Os mais desavisados poderiam pensar que um certo determinismo econômico marxista exige a submissão da história cultural da classe trabalhadora às injunções econômicas, com os ciclos e flutuações do capitalismo, mas esse argumento antolha-se-nos falacioso, pois para tal classe a política é mais importante do que a economia, eis que a própria teoria revolucionária do proletariado consiste numa força produtiva em contradição com as relações de produção capitalistas, tão efetiva e importante quanto, verbi gratia, a eletricidade, e nesse sentido a obra do professor Secco não se adstringe ao enquadramento como história cultural ou das ideias, mas inscreve-se no monumental esforço de constituição de uma história totalizante do modo capitalista de produção.

Nesse sentido, o objeto de investigação da vertente obra, vale dizer, a difusão da ciência e, portanto, também do socialismo científico, guarda caráter decisivo no modo capitalista de produção, parecendo oportuno relevar seus efeitos econômicos no bojo do capitalismo: a revolução microeletrônica, ou revolução na orbe da tecnologia da informação, exerceu influência com a robótica, por exemplo, que aumentou a composição orgânica do capital e provocou decréscimo tendencial, portanto, nas taxas de lucro. Ao mesmo tempo, tal revolução compensou a queda tendencial das taxas de lucro mediante o aumento da velocidade de rotação do capital, através da desinibição e desenvolvimento dos meios de telecomunicações, os quais, por seu turno, favorecem e facilitam a difusão do socialismo científico, o qual tende a erradicar o modo capitalista de produção.

Eis o movimento contraditório do capital, agarrado pelos cabelos pelo professor Secco em sua obra.

Mas à classe trabalhadora, despojada dos meios de produção e de coerção, resta a organização partidária e a teoria revolucionária: Secco já havia apresentado um exame minucioso da organização partidária da classe trabalhadora brasileira em sua magnum opusHistória do PT” (2011); agora brinda-nos com essa outra obra para tratar da difusão da teoria revolucionária da mesma classe.

Lênin já admoestava que não existe movimento revolucionário sem teoria revolucionária, o que basta para arraigar a importância social desta obra-prima que aqui humildemente procuramos comentar.

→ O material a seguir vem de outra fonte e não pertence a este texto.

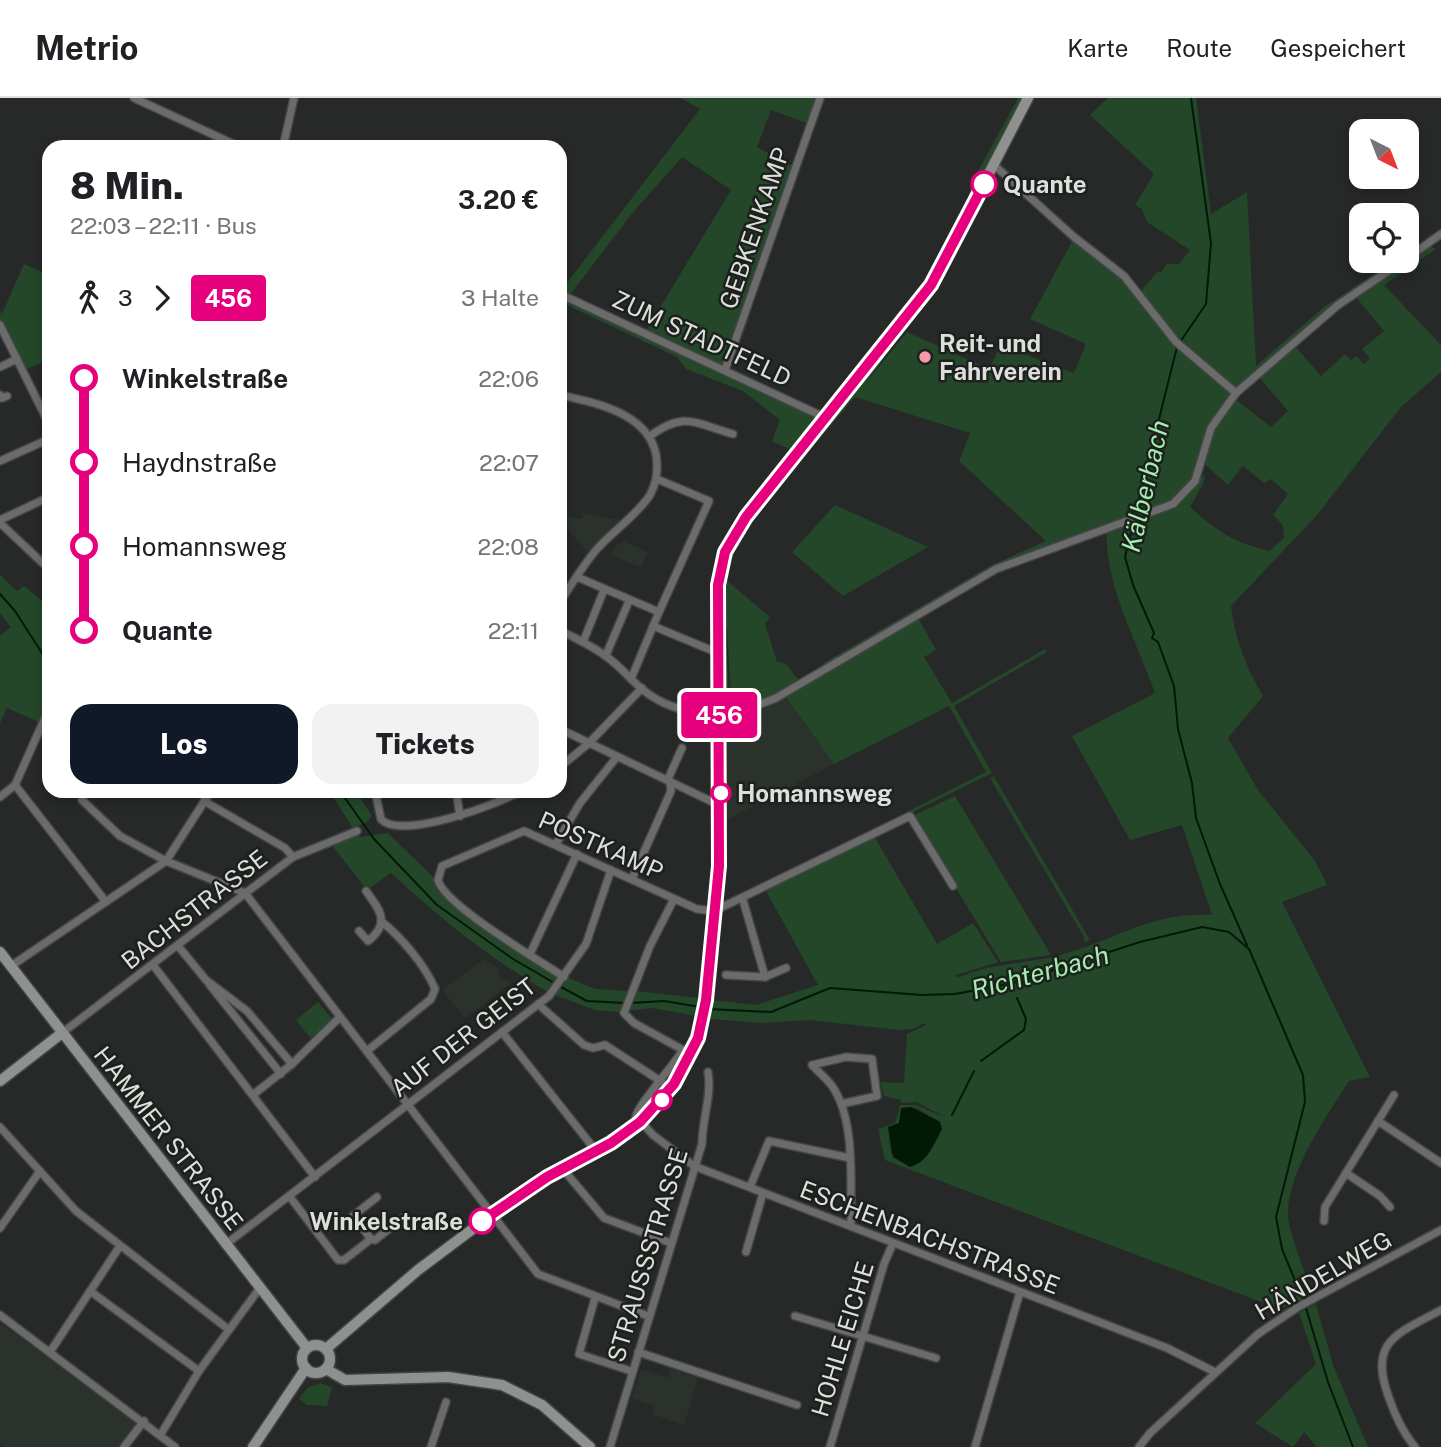 <!DOCTYPE html>
<html lang="de">
<head>
<meta charset="utf-8">
<style>
	:root { --surface:#fff; --page:#f2f2f2; --text:#202124; --muted:#757577; --line:#e0e0e0; --accent:#111827 }
	body { margin:0; font-family:"Public Sans",sans-serif; background:var(--page); color:var(--text); height:100vh; display:flex; flex-direction:column; font-size:26px; white-space:nowrap }
	* { box-sizing:border-box; margin:0 }
	p { font-size:23px; color:var(--muted) }
	.icon { flex:none; width:38px; height:38px; fill:none; stroke:currentColor; stroke-width:2; stroke-linecap:round; stroke-linejoin:round }
	.map { position:relative; flex:1; overflow:hidden }
	.panel { position:absolute; left:42px; top:42px; width:525px; height:658px; display:flex; flex-direction:column; background:var(--surface); border-radius:21px; box-shadow:0 4px 10px #0003 }
	.panel>* { flex:none }
	.badge { padding:0 14px; border-radius:5px; font-size:24px; line-height:46px }
	.needle { width:46px; rotate:138deg }
	.controls { position:absolute; left:1349px; top:21px; display:grid; gap:14px }
	.controls a { display:grid; place-items:center; width:70px; height:70px; border-radius:14px; background:var(--surface); box-shadow:0 4px 10px #0003; font-size:35px }
	.map>.badge { position:absolute; translate:-50% -50%; box-shadow:0 0 0 4px #fff }
	.legs { display:flex; align-items:center; gap:10px; height:77px; padding:0 28px; font-size:23px }
	.legs p { margin-inline-start:auto }
	.headline { display:flex; align-items:center; justify-content:space-between; height:119px; padding:0 28px }
	h1 { font-size:38px; font-weight:800; line-height:52px }
	.primary-button { display:flex; gap:14px; margin-top:auto; padding:14px 28px }
	.primary-button a { flex:1; height:80px; border-radius:21px; background:var(--accent); color:#fff; font-size:28px; font-weight:800; line-height:80px; text-align:center }
	.primary-button a+a { background:var(--page); color:var(--text) }
	ul { padding:0 28px; list-style:none }
	li { display:flex; align-items:center; gap:24px; height:84px; font-size:26px }
	li i { display:grid; place-items:center; width:10px; height:100%; margin:0 9px; background:currentColor }
	li i::after { content:''; width:18px; height:18px; margin:-9px; border:5px solid; border-radius:50%; background:var(--surface) }
	li p { margin-inline-start:auto }
	li:first-child i { background:linear-gradient(#0000 50%,currentColor 0) }
	li:last-child i { background:linear-gradient(currentColor 50%,#0000 0) }
	header { display:flex; align-items:center; gap:42px; box-sizing:border-box; height:98px; padding:0 35px; background:var(--surface); border-bottom:2px solid var(--line) }
	header strong { font-size:33px }
	nav { display:flex; gap:38px; margin-inline-start:auto; font-size:24px }
	.map>svg:first-child { display:block }
</style>
</head>
<body>
<header>
<strong>Metrio</strong>
<nav><a>Karte</a><a>Route</a><a>Gespeichert</a></nav>
</header>
<div class="map">
<svg width="1441" height="1349" viewBox="0 0 1441 1349">
	<rect width="100%" height="100%" fill="#262927"/>
	<g fill="#2a322b">
		<path d="M583,415L621,422L588,454L563,426L567,418L582,421Z"/>
		<path d="M623,443L648,454L641,470L611,457L617,446L620,447Z"/>
		<path d="M785,598L834,666L727,722V636L743,614Z"/>
		<path d="M484,861L501,873L497,876L511,885L465,920L442,892Z"/>
		<path d="M0,1225L139,1324L120,1349H5L0,1346Z"/>
		<path d="M641,1271L668,1280L671,1271L698,1280L684,1327L652,1316L654,1308L632,1300Z"/>
	</g>
	<g fill="#24472a" fill-rule="evenodd">
		<path d="M681,0H818L809,26L771,12L757,49L793,68L726,263L720,267L646,233L731,92L682,59L634,113L569,198L560,194L700,11Z"/>
		<path d="M1018,0H1024L928,185L826,314L818,313L824,311L925,183L966,106L973,82Z"/>
		<path d="M1108,0H1196L1211,116L1247,94L1256,268L1324,209L1394,163H1400L1237,290L1233,289L1183,248L1133,186L1142,192L1158,173L1161,175L1167,166H1179L1190,152L1147,124L1142,111L1135,107L1154,76L1090,17Z"/>
		<path d="M1074,140L1119,175L1174,244L1231,295L1208,329L1192,381L1172,403L996,468L826,569L822,566L992,467L1046,443L959,363L970,335L855,299L769,400L768,397L908,223L902,236L861,291L907,234L989,271L1001,247L1074,275L1086,246L1030,221Z"/>
		<path d="M1429,148L1436,151L1384,187L1441,247V274L1401,309L1317,417L1231,508C1235,542 1246,569 1263,598L1228,640L1258,692L1315,763L1327,787L1282,804L1370,979L1349,983C1327,1017 1281,1083 1289,1125C1294,1149 1305,1174 1314,1197L1295,1207L1277,1210L885,1062L878,1031L895,1025L900,1007H916L946,1020L917,1004L901,1005V1002L884,998L881,984L904,985L907,936L926,927L924,925L913,931L899,932L810,922L762,925L710,921L712,902L756,907L818,887L766,793L874,738L937,846L973,825L998,864L956,877L958,880C986,866 1021,866 1052,859C1111,846 1145,814 1212,817L1182,727L1130,742L1072,638L1155,595C1137,543 1103,484 1107,430L1174,407L1205,376L1203,386L1190,409C1216,433 1235,445 1269,453L1284,440L1283,427L1273,417L1288,396L1271,381L1264,385L1243,368L1228,387L1203,365L1213,331L1234,300L1271,329L1288,313L1258,278L1294,247L1321,278L1345,256L1351,262L1356,258L1364,266L1370,260L1362,251L1384,233L1355,198ZM906,1009L916,1010L940,1024L922,1063L891,1056L888,1029L899,1025Z"/>
		<path d="M24,166L49,177V257L47,262L25,272L0,222V213L2,216Z"/>
		<path d="M560,199L817,318L818,323L796,354L772,343L780,322L743,293L686,271L677,259L560,204Z"/>
		<path d="M764,403L734,453L726,482L770,519L765,526L777,564L785,565L800,584C778,596 755,612 731,601L727,530L725,531L729,594L727,600L723,598L720,526L723,524C708,487 742,432 764,403Z"/>
		<path d="M835,407L928,449L843,498L792,454Z"/>
		<path d="M0,477L17,493L24,488L49,509V599L39,624L7,610L0,625V538L11,529L0,515Z"/>
		<path d="M918,520L936,552L924,559L952,605L1045,551L1047,554L954,608L992,675L887,727L885,725L986,674L949,608L834,666L785,598Z"/>
		<path d="M994,678L996,682L1090,842L1084,844V839L990,680Z"/>
		<path d="M329,693H356L372,718L367,724L353,730Z"/>
		<path d="M955,698L1051,857L1001,864L954,787L956,786L913,718Z"/>
		<path d="M388,735L434,780L437,792L452,806L557,878L546,893C488,859 439,820 391,775L367,792L330,745L357,736L360,739Z"/>
		<path d="M569,880L595,891L627,893L620,914L595,912L555,897Z"/>
		<path d="M635,893L700,900L697,918L652,910L627,913Z"/>
		<path d="M318,904L333,922L312,942L296,922Z"/>
		<path d="M1316,1206L1333,1267L1368,1349H1317L1304,1334L1293,1349L1255,1325L1316,1266L1299,1215Z"/>
		<path d="M320,1285L332,1289L327,1308L307,1307L299,1301L307,1290Z"/>
	</g>
	<path fill="#011a06" d="M911,1009L940,1024L942,1031C934,1046 928,1064 910,1069L893,1059L888,1029L899,1025L901,1010Z"/>
	<g fill="none" stroke-linecap="round" stroke-linejoin="round">
		<g stroke="#011a06" stroke-width="2">
			<path d="M1180,244L1206,206L1211,145L1191,0"/>
			<path d="M1135,417L1177,249"/>
			<path d="M1134,423L1125,459L1133,487L1154,535L1152,540L1158,544L1174,588L1178,631L1192,685L1196,720L1220,786L1247,847"/>
			<path d="M0,496L15,513L49,566"/>
			<path d="M340,693L374,741L437,807L513,861L556,886"/>
			<path d="M561,889L587,903L625,905"/>
			<path d="M630,905L664,903L700,909"/>
			<path d="M709,911L771,914L830,890L922,897L955,896L1013,885L1140,844L1202,829L1229,834L1249,851L1303,977L1305,1004L1276,1119L1282,1151L1304,1204"/>
			<path d="M981,963L1024,932L1026,921L1017,900"/>
			<path d="M952,1017L974,973"/>
			<path d="M1306,1210L1328,1284L1353,1349"/>
		</g>
		<g stroke="#434644" stroke-width="10">
			<g id="street">
				<path d="M134,0L240,49"/>
				<path d="M283,49L294,0"/>
				<path d="M994,67L1074,139L1124,178L1176,244L1236,295"/>
				<path d="M1407,160L1441,136"/>
				<path d="M560,196L826,320"/>
				<path d="M0,227L49,326"/>
				<path d="M0,269L17,261"/>
				<path d="M725,272L820,0"/>
				<path d="M0,297L2,300L7,298"/>
				<path d="M560,297C598,305 656,317 657,366C657,378 656,386 650,397C637,417 613,433 597,451C583,467 572,486 560,504"/>
				<path d="M650,338C685,313 694,325 733,336"/>
				<path d="M0,363L49,341"/>
				<path d="M0,422L49,399"/>
				<path d="M0,425L49,471"/>
				<path d="M577,479L659,514L709,403L657,381"/>
				<path d="M653,528L718,555"/>
				<path d="M560,532C576,541 593,548 607,559C620,568 630,581 643,592C682,623 732,619 776,600L996,471L1173,406L1195,383L1211,330L1236,295L1338,207L1403,163"/>
				<path d="M583,544L604,492"/>
				<path d="M606,557L629,503"/>
				<path d="M631,581L659,514"/>
				<path d="M560,631L721,708"/>
				<path d="M560,669L588,646L642,590"/>
				<path d="M668,681L682,650"/>
				<path d="M15,687L106,804"/>
				<path d="M375,693L381,721C400,743 499,706 521,693"/>
				<path d="M456,693L460,718"/>
				<path d="M0,699L15,687L49,611"/>
				<path d="M82,702L120,738L166,763L211,693"/>
				<path d="M204,703L285,750L293,759"/>
				<path d="M556,746L580,705L616,660"/>
				<path d="M632,781L671,693L670,684"/>
				<path d="M674,801L650,848L624,915L634,925L685,953"/>
				<path d="M359,833L368,843C391,825 380,812 366,793"/>
				<path d="M178,848L206,882L247,913L292,966"/>
				<path d="M530,856L577,756"/>
				<path d="M153,867L315,1079"/>
				<path d="M11,868L166,763L245,795L538,1176L648,1218"/>
				<path d="M726,877L765,879L743,802"/>
				<path d="M564,879C539,862 444,807 438,782L442,768L524,733L697,811L714,813L910,718L953,788"/>
				<path d="M765,879L786,870"/>
				<path d="M209,886L281,976"/>
				<path d="M538,906L584,947L593,950L605,947L662,984"/>
				<path d="M502,934L596,1053"/>
				<path d="M62,935L293,759L357,733"/>
				<path d="M683,952C675,965 636,1010 636,1018L653,1037L694,1068L1167,1250L1215,1274"/>
				<path d="M367,953L431,901L435,891C425,867 402,840 381,823"/>
				<path d="M254,996L292,966L340,919"/>
				<path d="M841,1006L877,998L872,961L846,959L812,967C819,975 829,982 834,991C856,1026 850,1088 851,1128"/>
				<path d="M1378,1023L1441,1065"/>
				<path d="M0,1029L76,1113L228,1231"/>
				<path d="M562,1070L604,1120L671,1145"/>
				<path d="M1346,1075L1380,1098L1390,1109"/>
				<path d="M750,1089L769,1043L850,1060"/>
				<path d="M290,1099L338,1162H344L371,1141"/>
				<path d="M377,1099L353,1118L371,1141L375,1142L403,1120"/>
				<path d="M1324,1123L1325,1109L1394,997"/>
				<path d="M0,1130L40,1073"/>
				<path d="M225,1147L549,898L586,846L611,772"/>
				<path d="M746,1154L763,1095"/>
				<path d="M90,1193L199,1273"/>
				<path d="M595,1200L579,1256L631,1273"/>
				<path d="M0,1217L175,1349"/>
				<path d="M795,1218L936,1260"/>
				<path d="M50,1254L120,1148"/>
				<path d="M638,1254L797,1307"/>
				<path d="M161,1336L199,1273L259,1191"/>
				<path d="M124,1349L144,1323"/>
				<path d="M431,1349L446,1304"/>
				<path d="M610,1349L702,1046C702,1022 712,998 708,974"/>
				<path d="M830,1349L884,1166L893,1145"/>
				<path d="M975,1349L1020,1194"/>
				<path d="M1139,1349L1150,1335L1258,1236L1298,1209L1441,1132"/>
				<path d="M1415,1349C1403,1335 1395,1317 1389,1300C1368,1244 1396,1236 1441,1212"/>
			</g>
		</g>
		<g stroke="#434644" stroke-width="13">
			<g id="secondary">
				<path d="M0,854L307,1250"/>
				<path d="M0,983L62,935"/>
				<circle cx="316" cy="1261" r="14"/>
				<path d="M327,1250L418,1172L514,1100L632,1030L662,1002L688,963L704,915L719,768L717,513C718,476 725,450 746,419L931,187L1028,0"/>
				<path d="M326,1271L345,1282L448,1279L502,1287L542,1307L590,1349"/>
				<path d="M253,1349L306,1270"/>
			</g>
		</g>
		<use href="#street" stroke="#6a6b6a" stroke-width="7"/>
		<use href="#secondary" stroke="#8f918f" stroke-width="10"/>
	</g>
	<g fill="none" stroke-linecap="round" stroke-linejoin="round">
		<g stroke="#fff" stroke-width="16">
			<path id="line-1" d="M482,1123L547,1079L611,1045L640,1024L674,986L698,940L706,902L719,768L718,487L725,454L746,419L931,187L984,86"/>
		</g>
		<use href="#line-1" stroke="#e6007e" stroke-width="10"/>
	</g>
	<g fill="#fff" stroke="#e6007e" stroke-width="3.5">
		<circle cx="984" cy="86" r="12"/>
		<circle cx="721" cy="695" r="9"/>
		<circle cx="662" cy="1002" r="9"/>
		<circle cx="482" cy="1123" r="12"/>
	</g>
	<circle fill="#f39aaa" stroke="#1d201d" stroke-width="2.5" cx="925" cy="259" r="7"/>
	<g text-anchor="middle" dominant-baseline="central" stroke-width="5" stroke-linejoin="round" paint-order="stroke">
		<g font-size="24" font-weight="bold" fill="#dddfdd" stroke="#1d201d" text-anchor="start">
			<text x="1003" y="86">Quante</text>
			<text x="737" y="695">Homannsweg</text>
			<text x="463" y="1123" text-anchor="end">Winkelstraße</text>
		</g>
		<g font-size="24" fill="#dddfdd" stroke="#1d201d">
			<text transform="translate(754 130) rotate(-71)">GEBKENKAMP</text>
			<text transform="translate(702 240) rotate(25)">ZUM STADTFELD</text>
			<text transform="translate(601 747) rotate(24)">POSTKAMP</text>
			<text transform="translate(194 811) rotate(-38)">BACHSTRASSE</text>
			<text transform="translate(463 939) rotate(-38)">AUF DER GEIST</text>
			<text transform="translate(169 1040) rotate(52)">HAMMER STRASSE</text>
			<text transform="translate(930 1139) rotate(21)">ESCHENBACHSTRASSE</text>
			<text transform="translate(647 1157) rotate(-73)">STRAUSSSTRASSE</text>
			<text transform="translate(1323 1177) rotate(-30)">HÄNDELWEG</text>
			<text transform="translate(842 1241) rotate(-73)">HOHLE EICHE</text>
		</g>
		<g font-size="24" font-weight="bold" fill="#dddfdd" stroke="#1d201d" text-anchor="start">
			<text x="939" y="245">Reit- und<tspan x="939" dy="28">Fahrverein</tspan></text>
		</g>
		<g font-size="26" font-style="italic" fill="#a2eead" stroke="#1d201d">
			<text transform="translate(1145 388) rotate(-77)">Kälberbach</text>
			<text transform="translate(1040 874) rotate(-15)">Richterbach</text>
		</g>
	</g>
</svg>
<div class="controls">
<a><svg class="needle" viewBox="-14 -14 28 28"><path d="M0-13l5 13h-10z" fill="#e53935"/><path d="M0 13l5-13h-10z" fill="#757577"/></svg></a>
<a><svg class="icon" aria-label="locate" viewBox="0 0 24 24"><circle cx="12" cy="12" r="6"/><path d="M12 2v4M12 18v4M2 12h4M18 12h4"/></svg></a>
</div>
<b class="badge" style="left:719px;top:617px;background:#e6007e;color:#fff">456</b>
<section class="panel">
<div class="headline"><div><h1>8 Min.</h1><p>22:03 – 22:11 · Bus</p></div><b>3.20 €</b></div>
<div class="legs"><svg class="icon" aria-label="walk" viewBox="0 0 24 24"><circle cx="13" cy="4" r="2"/><path d="M13 8l-2 6 4 7M11 14l-3 7M7 12l3-4h3l4 4"/></svg>3<svg class="icon" aria-label="forward" viewBox="0 0 24 24"><path d="M9 5l7 7-7 7"/></svg><b class="badge" style="background:#e6007e;color:#fff">456</b><p>3 Halte</p></div>
<ul>
<li><i style="color:#e6007e"></i><b>Winkelstraße</b><p>22:06</p></li>
<li><i style="color:#e6007e"></i><span>Haydnstraße</span><p>22:07</p></li>
<li><i style="color:#e6007e"></i><span>Homannsweg</span><p>22:08</p></li>
<li><i style="color:#e6007e"></i><b>Quante</b><p>22:11</p></li>
</ul>
<div class="primary-button"><a>Los</a><a>Tickets</a></div>
</section>
</div>
</body>
</html>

Da narrativa de Secco dessumem-se três grandes fases históricas do movimento operário brasileiro: anarco-sindicalista, predomínio do PCB e, por derradeiro, hegemonia do PT, com enfático destaque para a segunda fase: nesse aspecto, o fim da URSS provocou sísmico abalo na teoria revolucionária do partido e determinou grande dispersão de sua difusão no movimento operário, o que se evidencia por exemplo em certo descuido comparativo na formação de quadros no âmbito do PT.

Nesse diapasão, imperioso aventar que a erradicação da URSS, com a decorrente crise da teoria revolucionária e da forma partidária de organização do movimento operário, encerra provável nexo etiológico com a revolução digital: Secco evidencia o auge de tal crise, no Brasil, com as assim designadas “jornadas de junho” de 2013, quando proliferam novas formas de organização do movimento infenso ao status quo, as quais guardam como supedâneo as redes sociais da internet e se manifestam de forma horizontal e suprapartidária, o que enseja inclusive uma nova onda de interesse pela literatura de jaez anarquista. Seria uma crise terminal da forma partidária do movimento anticapitalista?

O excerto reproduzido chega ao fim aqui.